● Directions for this task
Scan the listing for the word "html", and copy out each line where it is found.

● Records supplied

***

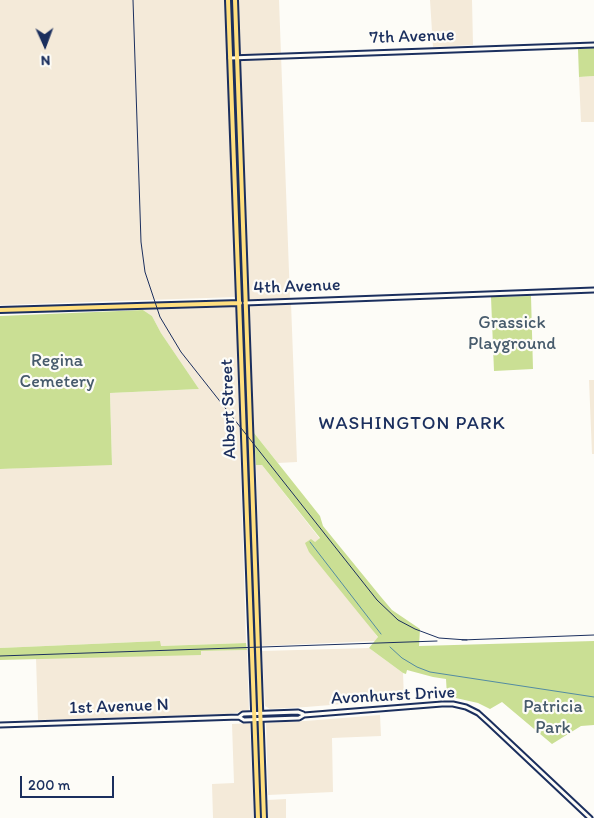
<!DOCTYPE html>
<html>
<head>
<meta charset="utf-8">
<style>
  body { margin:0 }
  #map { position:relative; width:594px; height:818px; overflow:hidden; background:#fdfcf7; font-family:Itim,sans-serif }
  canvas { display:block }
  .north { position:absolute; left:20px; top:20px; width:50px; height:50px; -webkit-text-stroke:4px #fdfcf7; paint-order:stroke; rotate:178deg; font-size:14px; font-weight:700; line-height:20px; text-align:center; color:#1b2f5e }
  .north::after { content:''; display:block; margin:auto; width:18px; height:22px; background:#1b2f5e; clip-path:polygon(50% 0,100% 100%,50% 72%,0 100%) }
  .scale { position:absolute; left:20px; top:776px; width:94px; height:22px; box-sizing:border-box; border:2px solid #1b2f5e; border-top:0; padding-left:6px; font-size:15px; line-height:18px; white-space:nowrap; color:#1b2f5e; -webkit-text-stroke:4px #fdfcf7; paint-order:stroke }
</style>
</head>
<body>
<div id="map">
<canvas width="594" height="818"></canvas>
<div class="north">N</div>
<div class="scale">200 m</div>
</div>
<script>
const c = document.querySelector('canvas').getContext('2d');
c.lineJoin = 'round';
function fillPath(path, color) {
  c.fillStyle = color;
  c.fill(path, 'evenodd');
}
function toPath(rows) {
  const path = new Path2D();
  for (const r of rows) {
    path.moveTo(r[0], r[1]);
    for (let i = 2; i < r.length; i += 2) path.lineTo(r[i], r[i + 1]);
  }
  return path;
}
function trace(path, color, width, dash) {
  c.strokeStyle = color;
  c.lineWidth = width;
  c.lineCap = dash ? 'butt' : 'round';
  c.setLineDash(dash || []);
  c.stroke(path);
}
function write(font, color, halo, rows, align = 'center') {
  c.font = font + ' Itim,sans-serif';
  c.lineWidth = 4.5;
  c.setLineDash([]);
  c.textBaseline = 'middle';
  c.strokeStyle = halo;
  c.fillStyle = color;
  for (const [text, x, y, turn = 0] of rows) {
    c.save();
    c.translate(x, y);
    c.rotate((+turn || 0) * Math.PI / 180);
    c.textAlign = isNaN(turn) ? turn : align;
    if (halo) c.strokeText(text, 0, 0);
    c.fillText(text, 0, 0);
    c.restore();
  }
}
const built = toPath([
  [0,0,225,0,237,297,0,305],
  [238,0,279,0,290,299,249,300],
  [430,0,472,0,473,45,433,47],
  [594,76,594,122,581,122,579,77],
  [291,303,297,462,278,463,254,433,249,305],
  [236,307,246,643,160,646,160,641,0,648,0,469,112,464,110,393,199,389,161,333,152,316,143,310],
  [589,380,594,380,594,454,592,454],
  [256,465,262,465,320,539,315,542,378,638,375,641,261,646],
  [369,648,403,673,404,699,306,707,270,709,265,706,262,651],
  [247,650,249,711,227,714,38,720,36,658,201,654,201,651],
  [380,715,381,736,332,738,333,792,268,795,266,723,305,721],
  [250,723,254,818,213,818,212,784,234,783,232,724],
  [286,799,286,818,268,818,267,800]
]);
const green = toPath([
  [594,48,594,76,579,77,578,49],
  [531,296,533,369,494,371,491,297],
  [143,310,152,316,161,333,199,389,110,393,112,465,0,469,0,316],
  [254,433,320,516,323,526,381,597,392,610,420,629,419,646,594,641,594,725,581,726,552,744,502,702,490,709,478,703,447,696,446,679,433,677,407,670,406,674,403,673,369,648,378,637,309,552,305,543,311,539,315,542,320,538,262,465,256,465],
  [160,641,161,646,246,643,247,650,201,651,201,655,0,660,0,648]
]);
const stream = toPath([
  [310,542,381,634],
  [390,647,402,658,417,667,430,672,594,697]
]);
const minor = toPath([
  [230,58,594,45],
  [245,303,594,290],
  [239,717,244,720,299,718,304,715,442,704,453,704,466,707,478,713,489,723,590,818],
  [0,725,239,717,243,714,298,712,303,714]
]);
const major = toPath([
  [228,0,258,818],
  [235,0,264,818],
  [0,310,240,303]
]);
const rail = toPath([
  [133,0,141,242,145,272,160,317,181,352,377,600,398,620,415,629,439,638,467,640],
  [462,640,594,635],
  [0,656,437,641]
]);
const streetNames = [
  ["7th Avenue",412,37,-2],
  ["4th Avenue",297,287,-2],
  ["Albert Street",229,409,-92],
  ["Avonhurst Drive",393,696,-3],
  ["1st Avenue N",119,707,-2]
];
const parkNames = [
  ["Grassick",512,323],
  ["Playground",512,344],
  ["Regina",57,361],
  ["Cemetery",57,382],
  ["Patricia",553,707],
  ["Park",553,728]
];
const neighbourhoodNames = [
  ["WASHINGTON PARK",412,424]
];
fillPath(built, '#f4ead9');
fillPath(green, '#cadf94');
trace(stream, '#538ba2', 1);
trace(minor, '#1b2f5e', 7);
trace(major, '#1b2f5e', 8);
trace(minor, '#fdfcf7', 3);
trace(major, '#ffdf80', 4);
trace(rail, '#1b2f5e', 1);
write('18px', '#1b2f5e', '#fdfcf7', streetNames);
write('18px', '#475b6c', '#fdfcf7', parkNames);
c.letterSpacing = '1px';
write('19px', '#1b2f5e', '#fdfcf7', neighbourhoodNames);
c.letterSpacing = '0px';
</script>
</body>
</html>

***

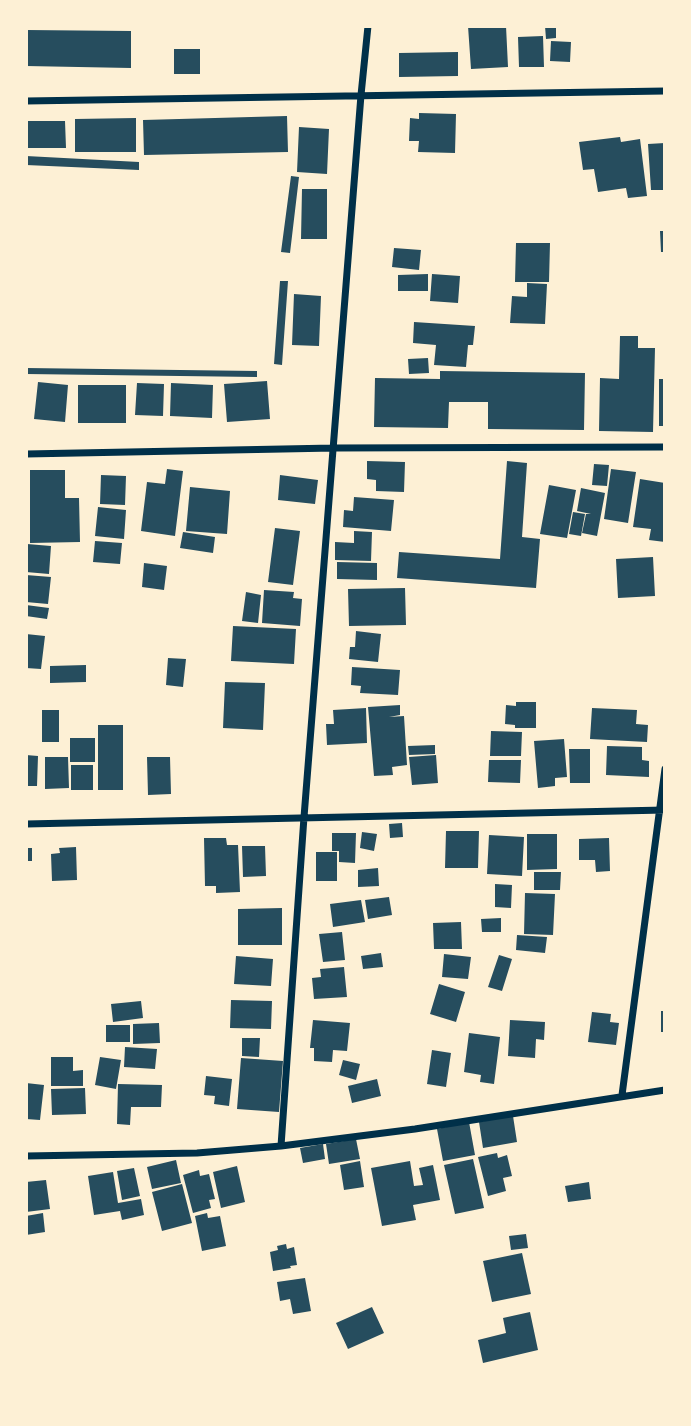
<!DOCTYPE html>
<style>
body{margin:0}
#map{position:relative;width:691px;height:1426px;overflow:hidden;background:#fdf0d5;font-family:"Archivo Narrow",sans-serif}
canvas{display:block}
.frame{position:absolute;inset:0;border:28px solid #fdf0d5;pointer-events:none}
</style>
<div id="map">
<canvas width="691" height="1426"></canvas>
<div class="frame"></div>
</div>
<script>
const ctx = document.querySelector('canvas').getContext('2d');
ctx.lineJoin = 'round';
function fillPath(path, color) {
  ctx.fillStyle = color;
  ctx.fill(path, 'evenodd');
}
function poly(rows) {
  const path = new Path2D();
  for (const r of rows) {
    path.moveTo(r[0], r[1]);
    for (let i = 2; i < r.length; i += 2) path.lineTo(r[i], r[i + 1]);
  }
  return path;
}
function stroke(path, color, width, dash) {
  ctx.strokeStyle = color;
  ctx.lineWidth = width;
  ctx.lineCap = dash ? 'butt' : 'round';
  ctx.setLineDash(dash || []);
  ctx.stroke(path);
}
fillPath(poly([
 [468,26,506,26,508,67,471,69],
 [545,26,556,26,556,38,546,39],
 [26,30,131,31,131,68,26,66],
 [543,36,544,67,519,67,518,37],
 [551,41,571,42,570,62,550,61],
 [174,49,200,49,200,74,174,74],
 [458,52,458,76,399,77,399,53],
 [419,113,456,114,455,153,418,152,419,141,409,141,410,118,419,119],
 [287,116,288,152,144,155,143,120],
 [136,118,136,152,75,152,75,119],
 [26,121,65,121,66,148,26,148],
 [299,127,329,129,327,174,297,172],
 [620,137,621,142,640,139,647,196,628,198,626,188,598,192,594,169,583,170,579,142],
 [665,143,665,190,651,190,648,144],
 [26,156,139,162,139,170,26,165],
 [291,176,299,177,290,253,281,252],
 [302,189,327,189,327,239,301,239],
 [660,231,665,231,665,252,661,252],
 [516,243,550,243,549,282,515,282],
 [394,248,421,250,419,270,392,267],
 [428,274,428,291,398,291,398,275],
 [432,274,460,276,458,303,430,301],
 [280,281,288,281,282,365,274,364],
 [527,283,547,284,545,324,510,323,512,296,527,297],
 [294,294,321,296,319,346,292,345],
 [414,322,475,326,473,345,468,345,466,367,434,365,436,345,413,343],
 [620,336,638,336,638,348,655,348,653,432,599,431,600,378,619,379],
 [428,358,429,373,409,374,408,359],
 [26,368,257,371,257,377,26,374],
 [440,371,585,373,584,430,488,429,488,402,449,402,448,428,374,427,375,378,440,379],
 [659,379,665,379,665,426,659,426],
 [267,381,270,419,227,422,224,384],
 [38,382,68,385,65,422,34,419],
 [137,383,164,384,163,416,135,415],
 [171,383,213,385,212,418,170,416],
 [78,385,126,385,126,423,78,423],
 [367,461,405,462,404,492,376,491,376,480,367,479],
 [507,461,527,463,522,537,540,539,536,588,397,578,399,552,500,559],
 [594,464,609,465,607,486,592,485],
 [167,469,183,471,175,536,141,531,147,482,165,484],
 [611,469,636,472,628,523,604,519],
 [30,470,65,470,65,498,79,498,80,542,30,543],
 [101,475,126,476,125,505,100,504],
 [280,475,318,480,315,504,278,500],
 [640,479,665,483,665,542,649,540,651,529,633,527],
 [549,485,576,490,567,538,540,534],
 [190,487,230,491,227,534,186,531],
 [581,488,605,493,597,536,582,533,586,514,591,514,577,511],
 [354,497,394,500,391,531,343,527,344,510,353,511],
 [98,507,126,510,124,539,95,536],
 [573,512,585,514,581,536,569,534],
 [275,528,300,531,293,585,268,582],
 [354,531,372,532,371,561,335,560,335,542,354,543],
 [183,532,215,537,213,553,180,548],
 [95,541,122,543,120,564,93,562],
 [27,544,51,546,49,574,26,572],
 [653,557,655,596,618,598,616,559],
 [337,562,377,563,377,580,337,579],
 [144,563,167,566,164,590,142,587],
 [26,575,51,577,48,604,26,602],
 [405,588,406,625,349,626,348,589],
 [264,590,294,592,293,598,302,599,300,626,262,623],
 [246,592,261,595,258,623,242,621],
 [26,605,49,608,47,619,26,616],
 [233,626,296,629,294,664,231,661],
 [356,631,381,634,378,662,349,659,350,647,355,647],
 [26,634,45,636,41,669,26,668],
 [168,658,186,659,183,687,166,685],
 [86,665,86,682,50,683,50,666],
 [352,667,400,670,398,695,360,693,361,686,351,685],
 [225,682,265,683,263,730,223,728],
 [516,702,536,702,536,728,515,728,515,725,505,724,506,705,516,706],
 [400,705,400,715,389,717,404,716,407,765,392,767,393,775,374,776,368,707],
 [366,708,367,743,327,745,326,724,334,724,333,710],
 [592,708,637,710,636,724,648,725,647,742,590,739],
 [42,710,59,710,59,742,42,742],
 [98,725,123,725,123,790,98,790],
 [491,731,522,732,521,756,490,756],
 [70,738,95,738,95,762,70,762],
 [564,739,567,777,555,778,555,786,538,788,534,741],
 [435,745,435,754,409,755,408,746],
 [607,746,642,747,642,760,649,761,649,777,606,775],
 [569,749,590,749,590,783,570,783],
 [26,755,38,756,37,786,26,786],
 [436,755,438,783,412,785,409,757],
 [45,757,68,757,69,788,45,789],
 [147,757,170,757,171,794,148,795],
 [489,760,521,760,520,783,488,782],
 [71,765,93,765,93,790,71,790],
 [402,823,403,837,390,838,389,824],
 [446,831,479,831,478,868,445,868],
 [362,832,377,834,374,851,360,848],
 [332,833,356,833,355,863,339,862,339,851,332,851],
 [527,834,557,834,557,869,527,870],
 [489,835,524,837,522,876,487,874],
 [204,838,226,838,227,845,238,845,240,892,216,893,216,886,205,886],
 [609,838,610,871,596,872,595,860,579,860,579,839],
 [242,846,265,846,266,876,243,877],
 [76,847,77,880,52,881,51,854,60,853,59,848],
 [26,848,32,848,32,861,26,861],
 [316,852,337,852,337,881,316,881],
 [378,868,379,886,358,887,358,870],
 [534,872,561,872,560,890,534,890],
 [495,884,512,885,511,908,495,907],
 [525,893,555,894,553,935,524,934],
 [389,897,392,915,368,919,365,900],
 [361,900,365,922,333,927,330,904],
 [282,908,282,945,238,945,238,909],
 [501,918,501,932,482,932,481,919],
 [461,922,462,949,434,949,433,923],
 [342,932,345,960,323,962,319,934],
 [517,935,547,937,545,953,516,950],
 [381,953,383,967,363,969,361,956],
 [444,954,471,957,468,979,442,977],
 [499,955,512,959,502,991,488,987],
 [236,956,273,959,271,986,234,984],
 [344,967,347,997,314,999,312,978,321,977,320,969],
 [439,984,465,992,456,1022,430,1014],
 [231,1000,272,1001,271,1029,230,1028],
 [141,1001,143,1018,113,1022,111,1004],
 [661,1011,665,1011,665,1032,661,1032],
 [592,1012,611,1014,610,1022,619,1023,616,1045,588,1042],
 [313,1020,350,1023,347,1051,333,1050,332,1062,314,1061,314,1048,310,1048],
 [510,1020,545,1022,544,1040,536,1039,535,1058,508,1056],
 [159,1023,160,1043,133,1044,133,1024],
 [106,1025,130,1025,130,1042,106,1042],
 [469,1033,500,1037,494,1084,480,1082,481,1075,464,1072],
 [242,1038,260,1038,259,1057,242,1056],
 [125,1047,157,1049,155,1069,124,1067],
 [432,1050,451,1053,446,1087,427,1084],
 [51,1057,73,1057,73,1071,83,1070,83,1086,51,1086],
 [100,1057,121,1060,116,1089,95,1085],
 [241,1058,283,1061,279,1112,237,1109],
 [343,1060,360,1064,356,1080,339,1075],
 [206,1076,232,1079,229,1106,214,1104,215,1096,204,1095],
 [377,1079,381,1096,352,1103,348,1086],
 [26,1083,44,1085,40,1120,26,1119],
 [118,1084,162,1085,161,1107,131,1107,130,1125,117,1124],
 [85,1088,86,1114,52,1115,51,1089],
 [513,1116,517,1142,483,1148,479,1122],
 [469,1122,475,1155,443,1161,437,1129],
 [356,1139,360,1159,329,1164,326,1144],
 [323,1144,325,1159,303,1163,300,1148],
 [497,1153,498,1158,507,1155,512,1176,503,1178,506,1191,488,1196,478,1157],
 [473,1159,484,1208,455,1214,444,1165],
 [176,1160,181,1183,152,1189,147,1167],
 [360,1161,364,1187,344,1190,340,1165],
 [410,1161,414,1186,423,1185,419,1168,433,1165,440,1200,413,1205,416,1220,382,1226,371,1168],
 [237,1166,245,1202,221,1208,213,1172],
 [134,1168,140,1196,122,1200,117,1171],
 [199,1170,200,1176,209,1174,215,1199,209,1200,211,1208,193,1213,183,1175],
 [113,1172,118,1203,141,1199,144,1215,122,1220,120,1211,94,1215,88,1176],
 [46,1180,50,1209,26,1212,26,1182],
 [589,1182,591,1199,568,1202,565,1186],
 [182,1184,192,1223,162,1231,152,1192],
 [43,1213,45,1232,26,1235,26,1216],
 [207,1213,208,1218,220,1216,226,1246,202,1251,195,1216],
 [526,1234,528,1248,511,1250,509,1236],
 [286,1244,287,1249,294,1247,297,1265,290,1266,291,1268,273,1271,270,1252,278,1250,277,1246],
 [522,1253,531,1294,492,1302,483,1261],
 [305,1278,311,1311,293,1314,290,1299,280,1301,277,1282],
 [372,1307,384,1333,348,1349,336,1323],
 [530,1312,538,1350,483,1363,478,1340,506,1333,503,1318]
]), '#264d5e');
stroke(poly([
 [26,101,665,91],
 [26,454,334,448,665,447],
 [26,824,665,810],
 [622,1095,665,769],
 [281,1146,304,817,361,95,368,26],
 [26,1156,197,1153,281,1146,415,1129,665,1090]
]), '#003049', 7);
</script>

***

● Answer to this task
<!DOCTYPE html>
<html>
</html>
<!DOCTYPE html>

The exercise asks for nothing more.